» **Your assignment**
Below is a block of entries, which should be copied verbatim apart from the pictures.

» **Data extracts**
══════════
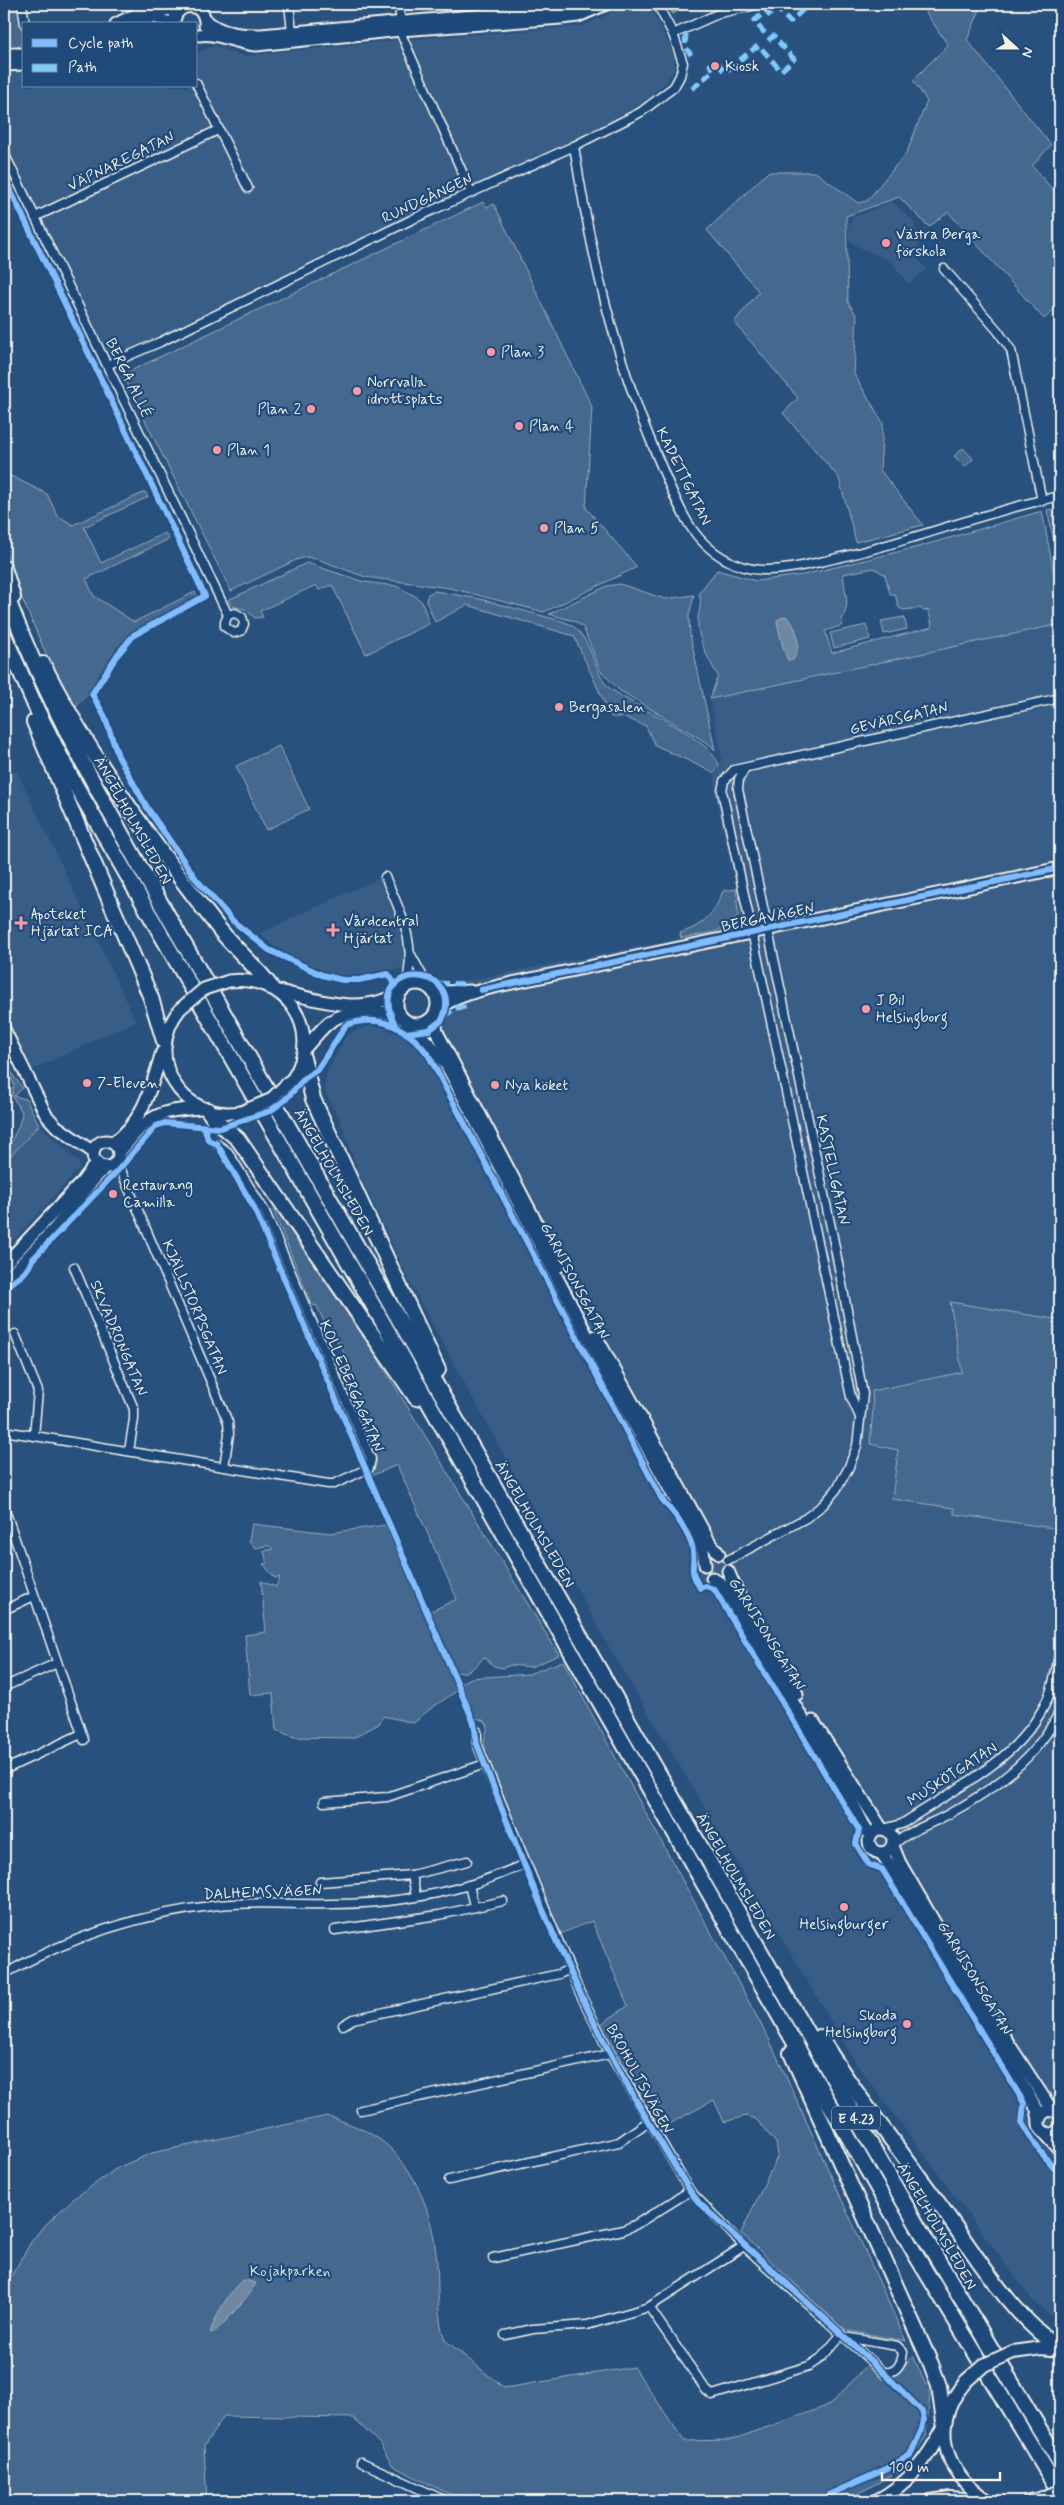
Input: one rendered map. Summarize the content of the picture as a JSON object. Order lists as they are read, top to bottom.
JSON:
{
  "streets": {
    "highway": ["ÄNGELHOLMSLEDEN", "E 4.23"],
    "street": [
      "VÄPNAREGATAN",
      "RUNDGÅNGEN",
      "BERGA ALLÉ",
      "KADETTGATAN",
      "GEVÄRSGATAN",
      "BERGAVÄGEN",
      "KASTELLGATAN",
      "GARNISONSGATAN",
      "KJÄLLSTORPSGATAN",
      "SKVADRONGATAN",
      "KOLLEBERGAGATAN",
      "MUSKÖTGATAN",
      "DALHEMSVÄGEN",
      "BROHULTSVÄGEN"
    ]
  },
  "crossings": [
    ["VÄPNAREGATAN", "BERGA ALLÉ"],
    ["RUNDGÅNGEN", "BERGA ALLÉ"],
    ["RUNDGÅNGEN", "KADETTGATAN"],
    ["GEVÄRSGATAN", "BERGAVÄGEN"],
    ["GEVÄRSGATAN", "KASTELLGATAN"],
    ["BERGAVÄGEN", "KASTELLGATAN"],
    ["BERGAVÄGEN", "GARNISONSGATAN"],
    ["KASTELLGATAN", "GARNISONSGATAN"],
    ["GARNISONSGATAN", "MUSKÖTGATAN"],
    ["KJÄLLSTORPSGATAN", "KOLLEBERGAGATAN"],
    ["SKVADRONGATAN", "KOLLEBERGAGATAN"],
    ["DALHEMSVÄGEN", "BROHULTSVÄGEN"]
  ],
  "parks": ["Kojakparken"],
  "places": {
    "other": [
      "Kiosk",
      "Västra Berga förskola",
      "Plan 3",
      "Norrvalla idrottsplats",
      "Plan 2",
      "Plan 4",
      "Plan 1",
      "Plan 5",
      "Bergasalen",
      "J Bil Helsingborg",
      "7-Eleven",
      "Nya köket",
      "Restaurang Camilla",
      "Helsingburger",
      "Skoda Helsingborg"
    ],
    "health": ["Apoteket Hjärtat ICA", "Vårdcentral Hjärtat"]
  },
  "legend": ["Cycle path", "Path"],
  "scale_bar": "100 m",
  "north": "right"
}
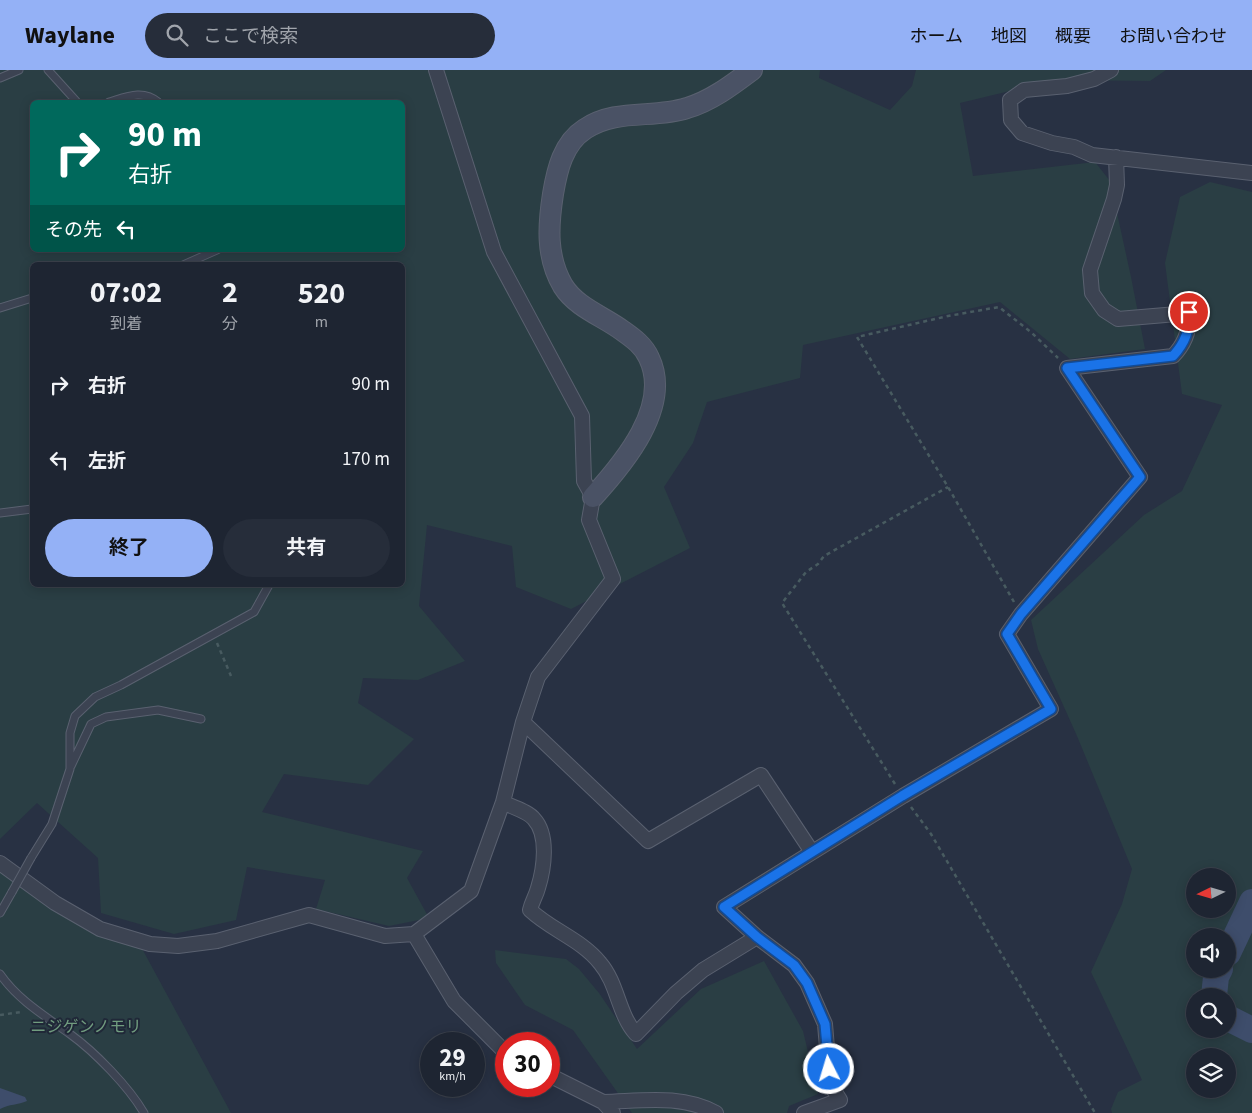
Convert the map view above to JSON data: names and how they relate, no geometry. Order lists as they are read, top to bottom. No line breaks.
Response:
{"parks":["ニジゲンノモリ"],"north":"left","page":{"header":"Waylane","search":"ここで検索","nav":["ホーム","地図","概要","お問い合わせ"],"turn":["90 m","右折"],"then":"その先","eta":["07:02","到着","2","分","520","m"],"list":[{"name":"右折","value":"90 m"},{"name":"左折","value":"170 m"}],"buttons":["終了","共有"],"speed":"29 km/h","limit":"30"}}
══════════
» **Result of this exercise**
Input: one rendered map. Summarize the content of the picture as a JSON object. Order lists as they are read, top to bottom.
JSON:
{
  "streets": {
    "highway": ["ÄNGELHOLMSLEDEN", "E 4.23"],
    "street": [
      "VÄPNAREGATAN",
      "RUNDGÅNGEN",
      "BERGA ALLÉ",
      "KADETTGATAN",
      "GEVÄRSGATAN",
      "BERGAVÄGEN",
      "KASTELLGATAN",
      "GARNISONSGATAN",
      "KJÄLLSTORPSGATAN",
      "SKVADRONGATAN",
      "KOLLEBERGAGATAN",
      "MUSKÖTGATAN",
      "DALHEMSVÄGEN",
      "BROHULTSVÄGEN"
    ]
  },
  "crossings": [
    ["VÄPNAREGATAN", "BERGA ALLÉ"],
    ["RUNDGÅNGEN", "BERGA ALLÉ"],
    ["RUNDGÅNGEN", "KADETTGATAN"],
    ["GEVÄRSGATAN", "BERGAVÄGEN"],
    ["GEVÄRSGATAN", "KASTELLGATAN"],
    ["BERGAVÄGEN", "KASTELLGATAN"],
    ["BERGAVÄGEN", "GARNISONSGATAN"],
    ["KASTELLGATAN", "GARNISONSGATAN"],
    ["GARNISONSGATAN", "MUSKÖTGATAN"],
    ["KJÄLLSTORPSGATAN", "KOLLEBERGAGATAN"],
    ["SKVADRONGATAN", "KOLLEBERGAGATAN"],
    ["DALHEMSVÄGEN", "BROHULTSVÄGEN"]
  ],
  "parks": ["Kojakparken"],
  "places": {
    "other": [
      "Kiosk",
      "Västra Berga förskola",
      "Plan 3",
      "Norrvalla idrottsplats",
      "Plan 2",
      "Plan 4",
      "Plan 1",
      "Plan 5",
      "Bergasalen",
      "J Bil Helsingborg",
      "7-Eleven",
      "Nya köket",
      "Restaurang Camilla",
      "Helsingburger",
      "Skoda Helsingborg"
    ],
    "health": ["Apoteket Hjärtat ICA", "Vårdcentral Hjärtat"]
  },
  "legend": ["Cycle path", "Path"],
  "scale_bar": "100 m",
  "north": "right"
}
Convert the map view above to JSON data: names and how they relate, no geometry. Order lists as they are read, top to bottom. No line breaks.
Response:
{"parks":["ニジゲンノモリ"],"north":"left","page":{"header":"Waylane","search":"ここで検索","nav":["ホーム","地図","概要","お問い合わせ"],"turn":["90 m","右折"],"then":"その先","eta":["07:02","到着","2","分","520","m"],"list":[{"name":"右折","value":"90 m"},{"name":"左折","value":"170 m"}],"buttons":["終了","共有"],"speed":"29 km/h","limit":"30"}}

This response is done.